Pilot Speak: Balancing Your Backups, Part 2

Pilot Speak: Balancing Your Backups, Part 2

Pilot Speak: Balancing Your Backups, Part 2

Screen Shot 2015-04-27 at 4.56.37 PMIn Part 1, the article left off with GPS failures that would affect both primary and secondary GPS units (such as failures related to shared antennas, identical software bugs, satellite outages, or the loss of shared power sources or cooling equipment). In such cases, being able to revert to “old school” forms of navigation can sometimes be the only options left. We pick up the discussion there…

Very High Frequency Omnidirectional Range (VOR)

VOR’s stations are cumbersome and expensive to maintain. Many have been shut down in recent years and an accelerated decommissioning schedule looms in the near future.

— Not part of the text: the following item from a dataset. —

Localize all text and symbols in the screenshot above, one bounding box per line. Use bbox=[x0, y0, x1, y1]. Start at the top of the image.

However, while the number of VOR facilities may be on the decline, VOR navigation is a long way from disappearing, as Victor Airways (below FL180 in the United States) and Jet Airways (FL180 and above in the United States) are still in common use. Yet, the explosion of advanced avionics over the past decade-plus, has made it far more common to track such routes via GPS or FMS overlays of the actual airway. Regardless, pilots should still practice their airway and VOR radial intercepting and tracking skills, should the need arise to do so using an actual VOR signal as the sole source of navigation. Sadly, it has become all too common during training events to see pilots fumbling with their avionics to complete the simple (but unpracticed) tasks of tuning and identifying a VOR and selecting an assigned radial or airway. What was once IFR-101 has become an “advanced skill” in the age of glass panels and GPS. When was the last time you practiced these tasks?

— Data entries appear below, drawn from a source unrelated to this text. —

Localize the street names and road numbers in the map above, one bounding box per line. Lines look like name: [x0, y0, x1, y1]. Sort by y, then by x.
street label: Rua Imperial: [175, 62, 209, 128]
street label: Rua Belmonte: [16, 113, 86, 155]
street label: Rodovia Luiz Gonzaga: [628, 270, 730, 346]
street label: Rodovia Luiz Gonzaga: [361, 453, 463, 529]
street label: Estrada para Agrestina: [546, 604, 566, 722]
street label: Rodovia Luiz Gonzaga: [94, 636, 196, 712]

It seems the procedures for intercepting and tracking radials should be the same, regardless of whether that radial is created by a VOR signal or is being mimicked by a GPS signal. At the most basic level, that is essentially true. However, it is more complicated than that. Because VOR radials emit in all directions from a VOR station, the width of a given radial is never constant. Instead it is ever-widening, from zero at the station to eight miles wide (or more) at triple digit distances from the station (taking into account, of course, the service volume of the VOR station in question [Figure 1]). Thus, VOR radials become less precise with increased distance from the station. This is not the case with GPS courses programmed to overlay VOR radials. Such GPS courses are constant in width and that width is subject to the Course Deviation Indicator (CDI) scale the GPS unit is set to (a setting that can be changed automatically as a function of software and aircraft position, or manually by the pilot). Additionally, VOR radials reflect magnetic courses to/from the station and, thus, are always straight lines. In contrast, GPS routes that are not pre-programmed to follow true or magnetic courses are, by default, great-circle courses between fixes (curved lines that are actually shorter than a straight line between the same points because they follow the curvature of the earth). The point being – GPS courses are generally far more stable and easier to intercept and track because they are not subject to constantly changing signal sensitivity. Most of us already know that, intellectually. But, recalling the nuances of intercepting and tracking VOR radials at various distances from the station, when GPS has unexpectedly failed you, is a skill that can only be retained through routine training and practice.

During your next training event in a simulator or the actual airplane, ask the instructor to create a scenario requiring you to tune and identify a VOR. Then choose a specific radial to intercept and track. Do this for courses both TO and FROM the station. Overfly the station to refresh your memory and skills related to the ever-increasing signal sensitivity leading to the “cone of silence” (the area overhead the station where VOR signal reception is briefly lost). Then leave an assigned radial to intercept and track a different radial and, again, practice this for both TO and FROM courses. You might be surprised how much you fumble with these very basic IFR skills which, if you are like most pilots, you’ve allowed to atrophy through disuse.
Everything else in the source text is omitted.